اَللَّهُمَّ اجْعَلْ صَلَوَاتِكَ وَرَحْمَتَكَ وَبَرَكَاتِكَ عَلَى مُحَمَّدٍ وَآلِ مُحَمَّدٍ كَمَاجَعَلْتَهَا عَلَى آلِ إِبْرَاهِيْمَ،

إِنَّكَ حَمِيْدٌ مَجِيْدٌ

Ya Allah, curahkan shalawat-Mu, rahmat-Mu, dan keberkahan-Mu kepada Muhammad dan keluarga Muhammad sebagaimana Kau curahkan kepada keluarga Ibrahim, sesungguhnya Engkau Maha Terpuji dan Maha Mulia. (Majma`uz zawaid, 10: 163)
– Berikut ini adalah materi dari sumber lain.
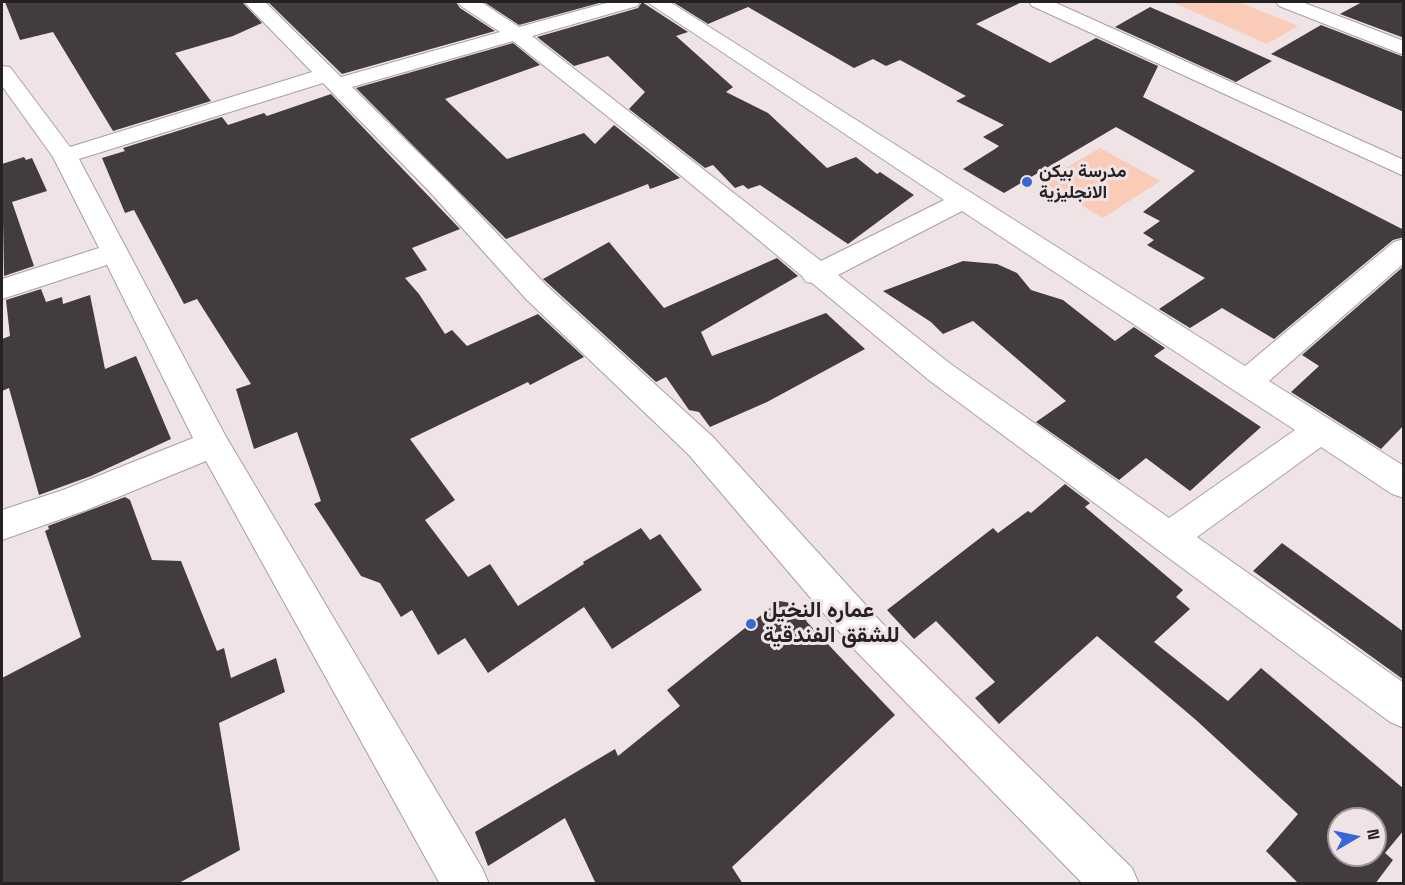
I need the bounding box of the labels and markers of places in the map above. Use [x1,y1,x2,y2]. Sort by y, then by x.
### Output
place label: مدرسة بيكن الانجليزية [1039,161,1127,204]
marker: مدرسة بيكن الانجليزية [1020,175,1034,189]
place label: عماره النخيل للشقق الفندقية [763,598,900,650]
marker: عماره النخيل للشقق الفندقية [744,617,758,631]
Hariz ia berkata, aku pernah bertanya kepada Imam Ja’far Ash-Shadiq (sa): Bagaimana cara bershalawat kepada Nabi saw? Beliau menjawab bahwa Nabi saw bersabda:

اَللَّهُمَّ صَلِّ عَلَى مُحَمَّدٍ وَأَهْلِ بَيْتِهِ الَّذِيْنَ أَذْهَبَ اللهُ عَنْهُمُ الرِّجْسَ وَطَهَّرَهُمْ تَطْهِيْراً،

اَللَّهُمَّ صَلِّ عَلَى مُحَمَّدٍ وَأَهْلِ بَيْتِهِ الَّذِيْنَ أَلْهَمْتَهُمْ عِلْمَكَ، وَاسْتَحْفَظْتَهُمْ كِتَابَكَ،

وَاسْتَرْعَيْتَهُمْ عِبَادَكَ، اَللَّهُمَّ صَلِّ عَلَى مُحَمَّدٍ وَأَهْلِ بَيْتِهِ الَّذِيْنَ أَمَرْتَ بِطَاعَتِهِمْ وَأَوْجَبْتَ

حُبَّهُمْ وَمَوَدَّتَهُمْ، اَللَّهُمَّ صَلِّ عَلَى مُحَمَّدٍ وَأَهْلِ بَيْتِهِ الَّذِيْنَ جَعَلْتَهُمْ وُلاَةَ أَمْرِكَ بَعْدَ

نَبِيِّكَ صَلَّى اللهُ عَلَيْهِ وَعَلَى أَهْلِ بَيْتِهِ

Ya Allah, sampaikan shalawat kepada Muhammad dan Ahlul baitnya yang telah Allah hilangkan dari mereka dosa dan mensucikan mereka sesuci-sucinya. Ya Allah, sampaikan shalawat kepada Muhammad dan Ahlul baitnya yang Kau ilhamkan kepada mereka ilmu-Mu, Kau suruh mereka menjaga kitab-Mu, dan menjaga hamba-hamba-Mu. Ya Allah, sampaikan shalawat kepada Muhammad dan Ahlul baitnya yang Kau perintahkan kami mentaati mereka, dan Kau wajibkan pada kami mencintai dan menyayangi mereka. Ya Allah, sampaikan shalawat kepada Muhammad dan Ahlul baitnya yang Kau jadikan mereka pemimpin pemerintahan-Mu sesudah Nabi-Mu (semoga Allah senantiasa mencurahkan shalawat-Nya kepadanya dan Ahlul baitnya). (Biharul Anwar, 94: 67, hadis ke 55)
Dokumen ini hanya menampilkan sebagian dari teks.